By the way, this weekend another batch of incredibly generous birthday gifts was delivered, and I have to mention The World’s Writing Systems by Peter T. Daniels (thanks, Bill!), Joseph Brodsky: A Literary Life by Lev Loseff, Fifty-Nine in ’84: Old Hoss Radbourn, Barehanded Baseball, and the Greatest Season a Pitcher Ever Had by Edward Achorn (Radbourn is my favorite 19th-century baseball player; I’m sorry he’s no longer credited with sixty wins for that season, as he was in my youth), and The Kat Who Walked In Beauty: The Panoramic Dailies of 1920 by George Herriman (see my appreciation of Herriman’s genius here, and a quote here; thanks, Sven & Leslie!).

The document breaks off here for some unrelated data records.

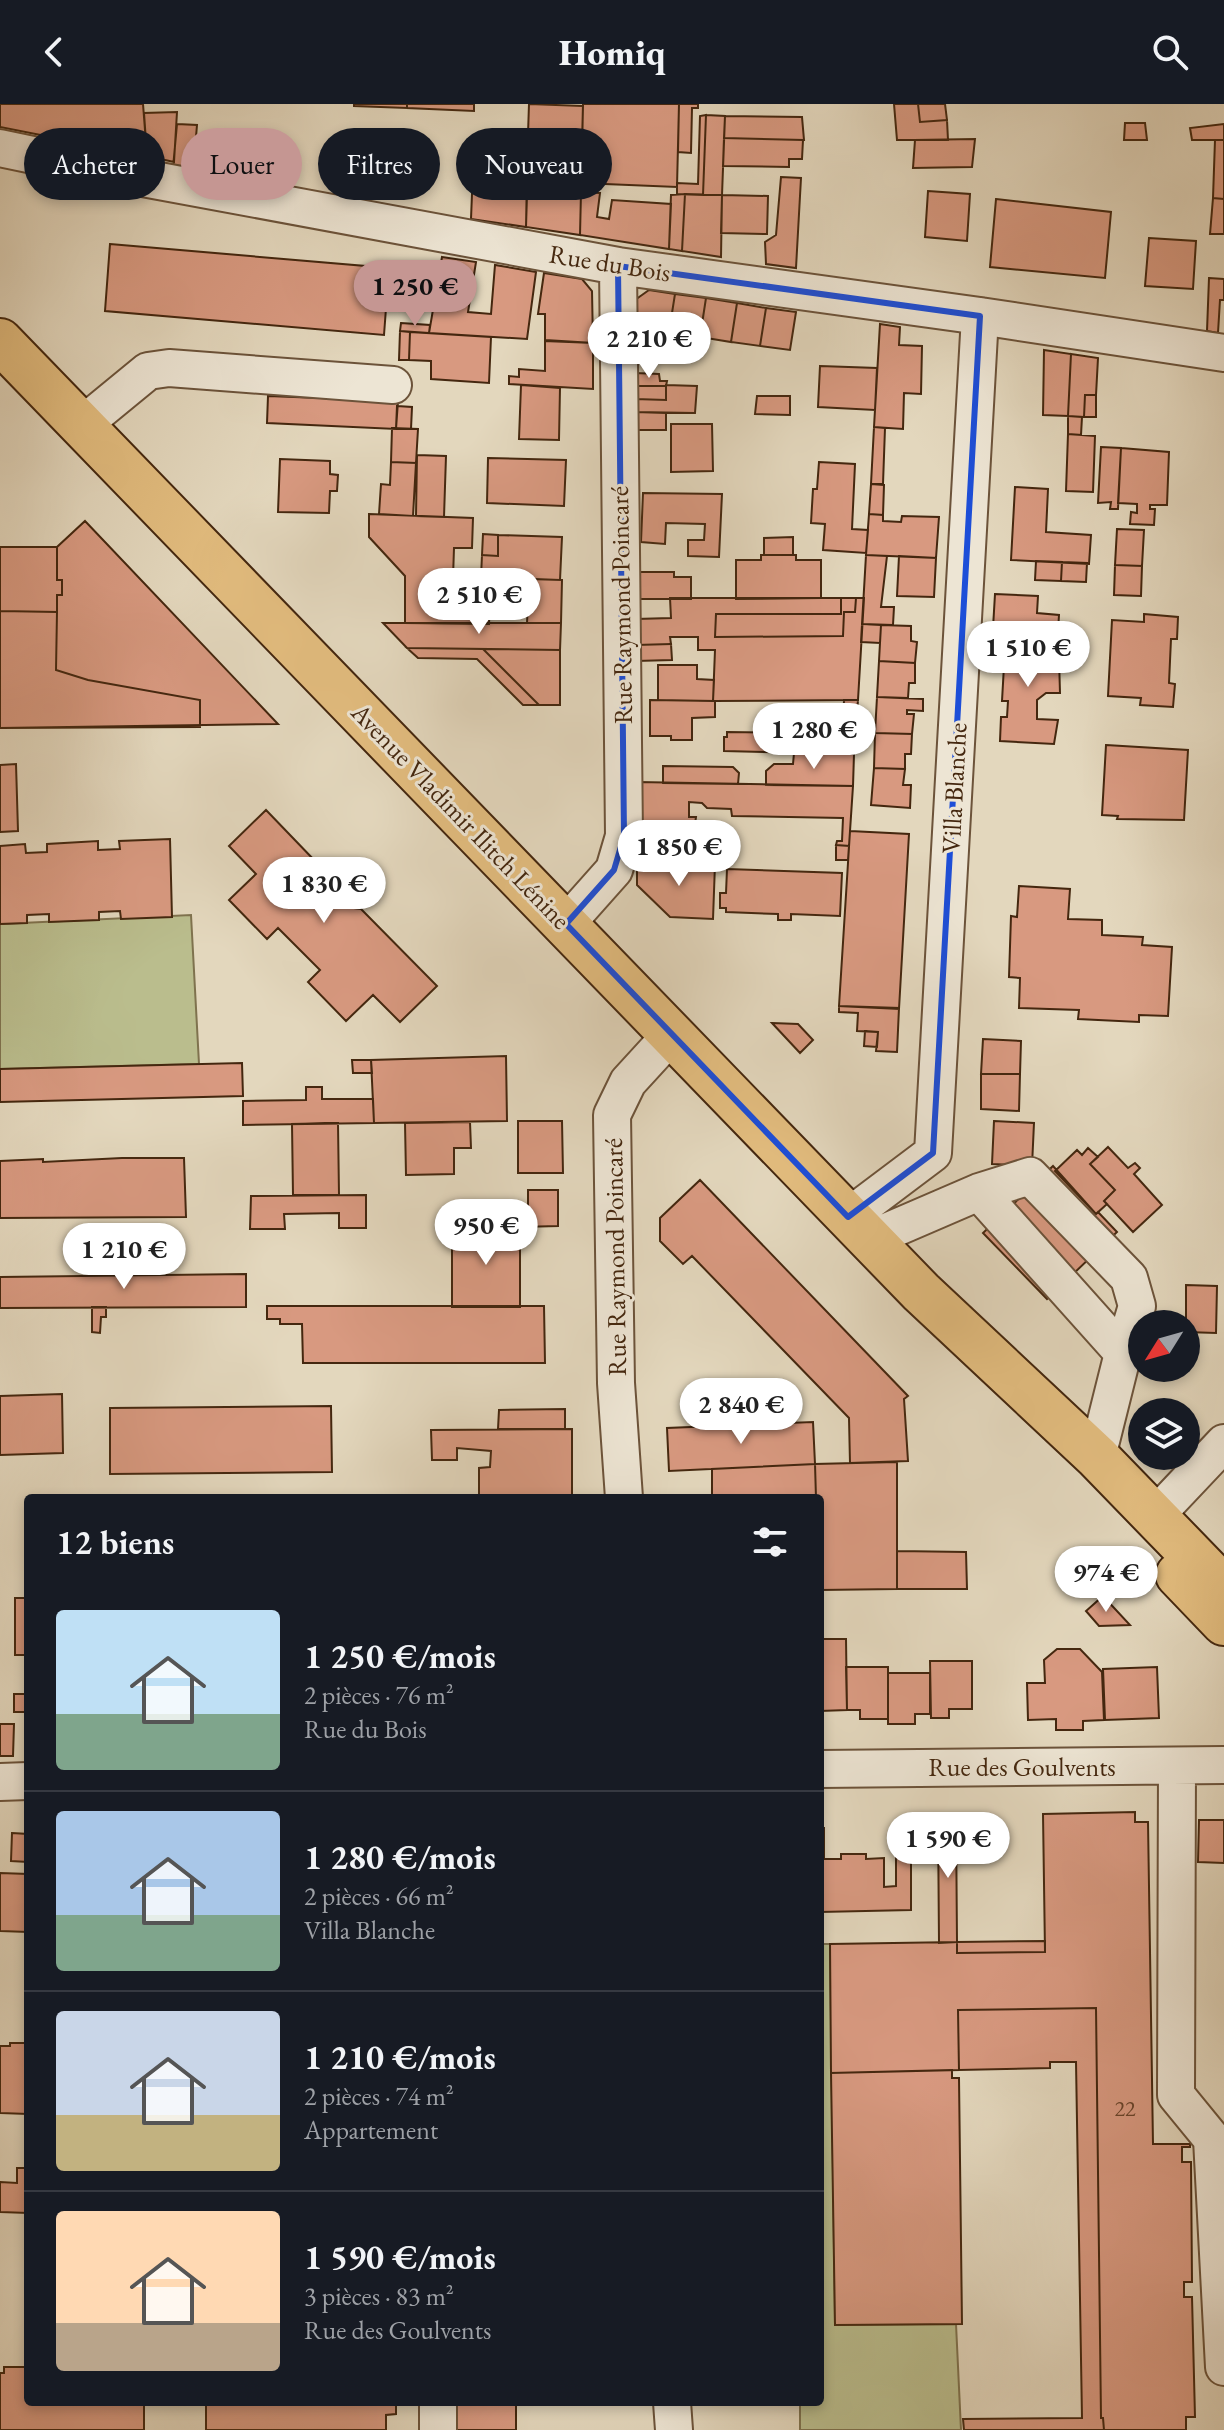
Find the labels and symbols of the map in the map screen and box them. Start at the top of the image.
street label: Rue du Bois [547,237,673,289]
pin: 1 250 € [341,260,489,328]
pin: 2 210 € [575,312,723,380]
street label: Rue Raymond Poincaré [602,486,640,724]
pin: 2 510 € [405,568,553,636]
pin: 1 510 € [954,621,1102,689]
street label: Avenue Vladimir Ilitch Lénine [343,695,578,936]
pin: 1 280 € [740,703,888,771]
street label: Villa Blanche [934,722,974,854]
pin: 1 850 € [605,820,753,888]
pin: 1 830 € [250,857,398,925]
street label: Rue Raymond Poincaré [596,1138,634,1376]
pin: 950 € [430,1199,542,1267]
pin: 1 210 € [50,1223,198,1291]
north arrow [1128,1310,1200,1382]
pin: 2 840 € [667,1378,815,1446]
pin: 974 € [1050,1546,1162,1614]
street label: Rue des Goulvents [928,1750,1116,1784]
pin: 1 590 € [874,1812,1022,1880]
house number: 22 [1114,2094,1136,2123]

In one of the early (1911) strips, when Krazy Kat and Ignatz Mouse were just detaching themselves from The Dingbat Family (in much the same way as The Simpsons were liberated from The Tracey Ullman Show), Ignatz, who awoke “to find himself possessed of an unclear eye and an unbright mind, a fact, most distressing to him,” makes the following appeal: “‘Kat,’ lead me to a large kool goblet of Akwah Kroton, with ice afloat on its crystal surface.” I presume “Akwah Kroton” alludes to the Croton Reservoir, from which New York City drew its drinking water for most of the 19th century (the New York Public Library and Bryant Park now occupy the location), and refers to tap water, an early equivalent of more recent terms like “Eau de Koch” or “Bloomberg’s Best.”

Comments

  1. John Emerson says:

    Krazy Kat was a favorite of Wm. Randolph Hearst who kept it in his papers even though it wasn’t terribly popular.

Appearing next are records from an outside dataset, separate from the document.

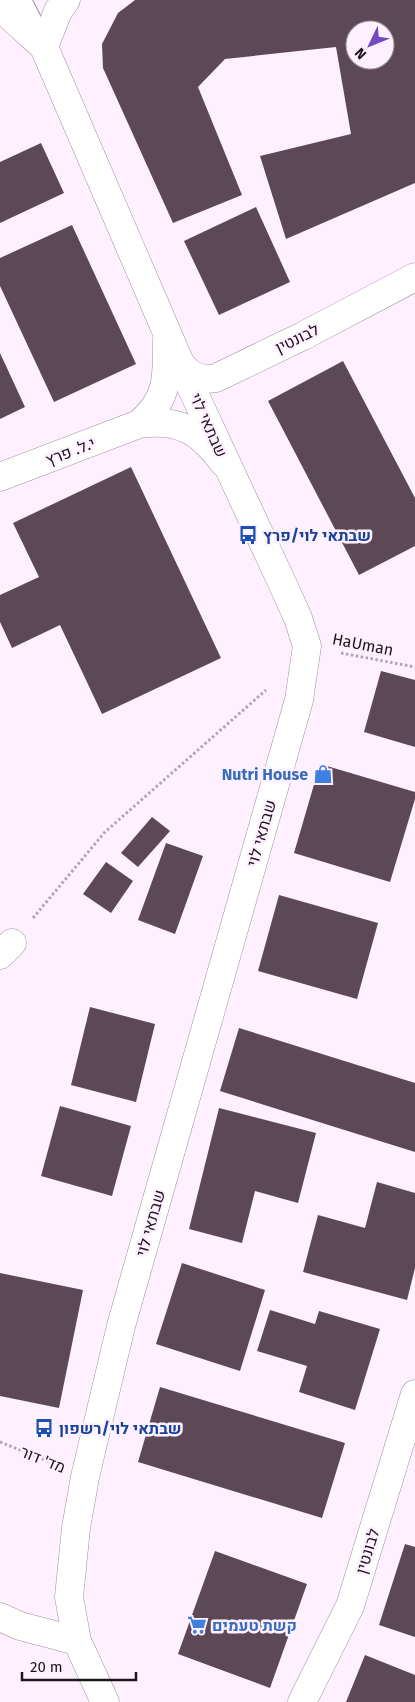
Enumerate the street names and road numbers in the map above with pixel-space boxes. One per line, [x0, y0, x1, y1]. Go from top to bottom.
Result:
street label: לבונטין [272, 320, 322, 357]
street label: שבתאי לוי [186, 390, 231, 460]
street label: י.ל. פרץ [43, 433, 98, 470]
street label: HaUman [331, 629, 395, 660]
street label: שבתאי לוי [243, 798, 280, 869]
street label: שבתאי לוי [132, 1188, 169, 1259]
street label: מד' דור [17, 1442, 68, 1477]
street label: לבונטין [352, 1526, 383, 1576]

  2. I’d always thought of Dickens’s name Coketown for a depressing, industrial city in Hard Times as brilliant but unlikely; if there’s a Puddletown it was at least possible. Apparently Coketown was based on Preston, in Lancashire, where there is currently a huge fight over whether to put a preservation order on its 1960s bus station, an example of Brutalism (B. in the sense of béton brut).

  3. I’m pretty sure the Croton Reservoir is upstate and is where the city’s water still comes from.

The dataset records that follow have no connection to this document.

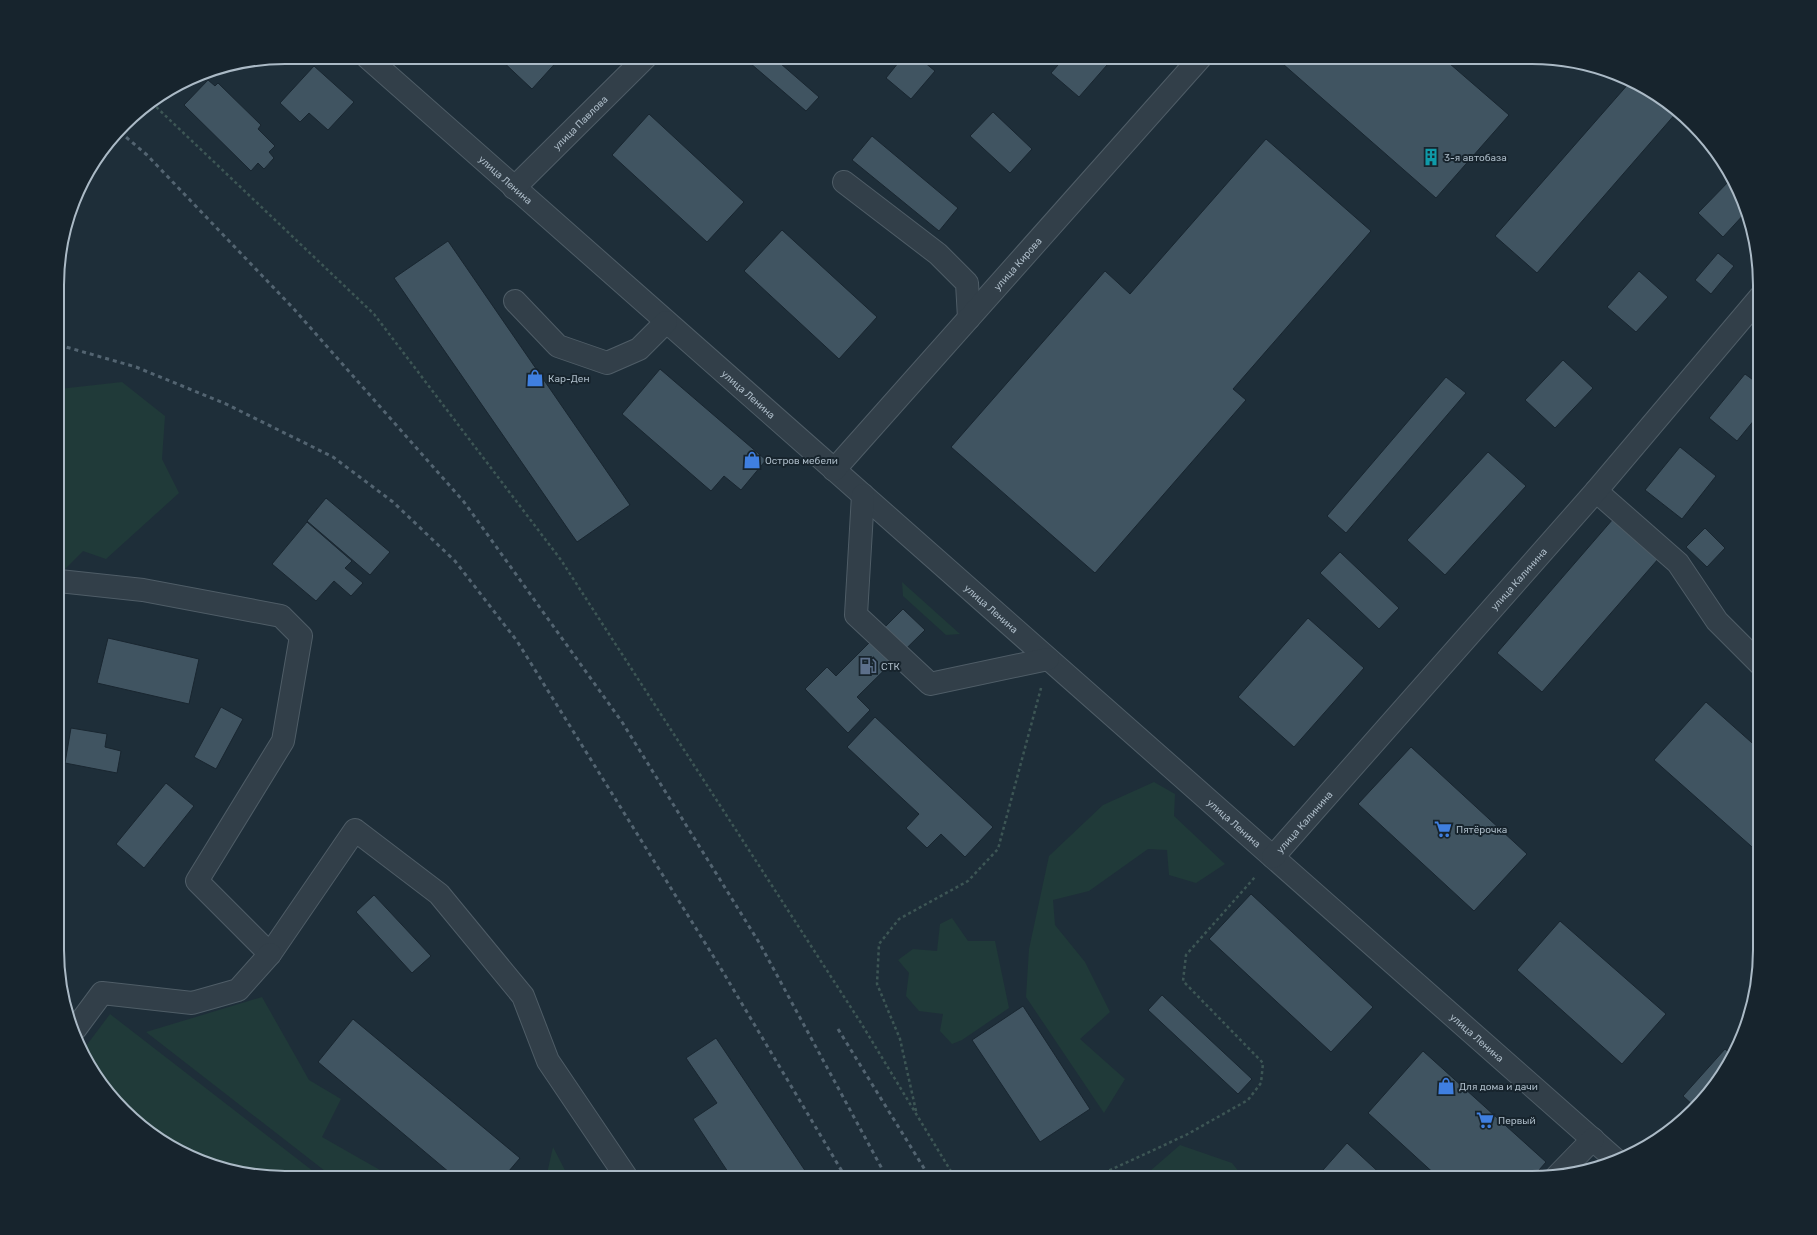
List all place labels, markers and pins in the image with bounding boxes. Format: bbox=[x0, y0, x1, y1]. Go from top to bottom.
building icon: 3-я автобаза bbox=[1421, 147, 1441, 167]
place label: 3-я автобаза bbox=[1444, 152, 1507, 164]
shop icon: Кар-Ден bbox=[525, 368, 545, 388]
place label: Кар-Ден bbox=[548, 373, 590, 385]
shop icon: Остров мебели bbox=[742, 450, 762, 470]
place label: Остров мебели bbox=[765, 455, 838, 467]
fuel station icon: СТК bbox=[858, 656, 878, 676]
place label: СТК bbox=[881, 661, 900, 673]
supermarket icon: Пятёрочка bbox=[1433, 819, 1453, 839]
place label: Пятёрочка bbox=[1456, 824, 1507, 836]
shop icon: Для дома и дачи bbox=[1436, 1076, 1456, 1096]
place label: Для дома и дачи bbox=[1459, 1081, 1538, 1093]
supermarket icon: Первый bbox=[1475, 1110, 1495, 1130]
place label: Первый bbox=[1498, 1115, 1535, 1127]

  4. All those Piddles and Puddles are, of course, on the River Piddle, which rises at Alton Pancras. At least two of those places you list, JH, are famous in Britain, for very different reasons, Tolpuddle for its Martyrs, and Cerne Abbas for its priapic giant.

  5. Bill Walderman says:

    @ Ben: Apparently New York City drinking water now comes from the New Croton Reservoir:
    http://en.wikipedia.org/wiki/New_Croton_reservoir

  6. Stefan Lewicki says:

    You seem to have overlooked Queen’s Camel and Mudford Sock, which I remember coming across in that part of the world many years ago…

  7. Names continue to be picturesque as you go over the county border to East Devon, where we are: Dog Village, Ting Tong and Jack-in-the-Green spring to mind.

  8. Only about 10% of the flow and 3% of the storage capacity of NYC’s water system comes from the Croton system: the rest comes from the Catskill and Delaware systems. The New Croton Reservoir is actually the same as the old Croton Reservoir, only larger: the New Croton Dam was built downstream from the reservoir to raise the surface level and capacity of the reservoir, with the result that the Old Croton Dam is now submerged.

  9. The New Croton Reservoir is actually the same as the old Croton Reservoir, only larger
    I don’t understand this. The Croton Distributing Reservoir, aka “the old Croton Reservoir,” was, as Wikipedia saith, “an above-ground reservoir at 42nd Street and Fifth Avenue in the New York City borough of Manhattan.” Whatever system it was part of, that particular structure no longer exists (something I would regret if its replacement were not one of my favorite things in the city).

  10. And which part of the system is the Croton Bug named after?

  11. As a writer, I can’t help wondering if the “crunchy” (great adjective!) fecundity of this language fed directly into the achievements of both Shakespeare and Dickens.
    I’m moving to Ting Tong. Surely there is no unemployment there.

  12. Narmitaj says:

    “Duntish” and “Piddletrenthide” crop up in The Meaning of Liff and/or The Deeper Meaning of Liff by Douglas Adams and John Lloyd, books that have been mentioned here before. They take “common experiences, feelings, situations and even objects which we all know and recognize, but for which no words exist” and give them words, specifically place names and mostly from the UK.
    Duntish is “mentally incapacitated by a severe hangover”.
    Piddletrenthide gets a bit self-referential: it’s “a trouser stain caused by a wimbledon”; a Wimbledon being “that last drop which, no matter how much you shake it, always goes down your trouser leg”.
    (One of my favourites is one I still have cause to think of regularly – Peoria: “the fear of peeling too few potatoes”.)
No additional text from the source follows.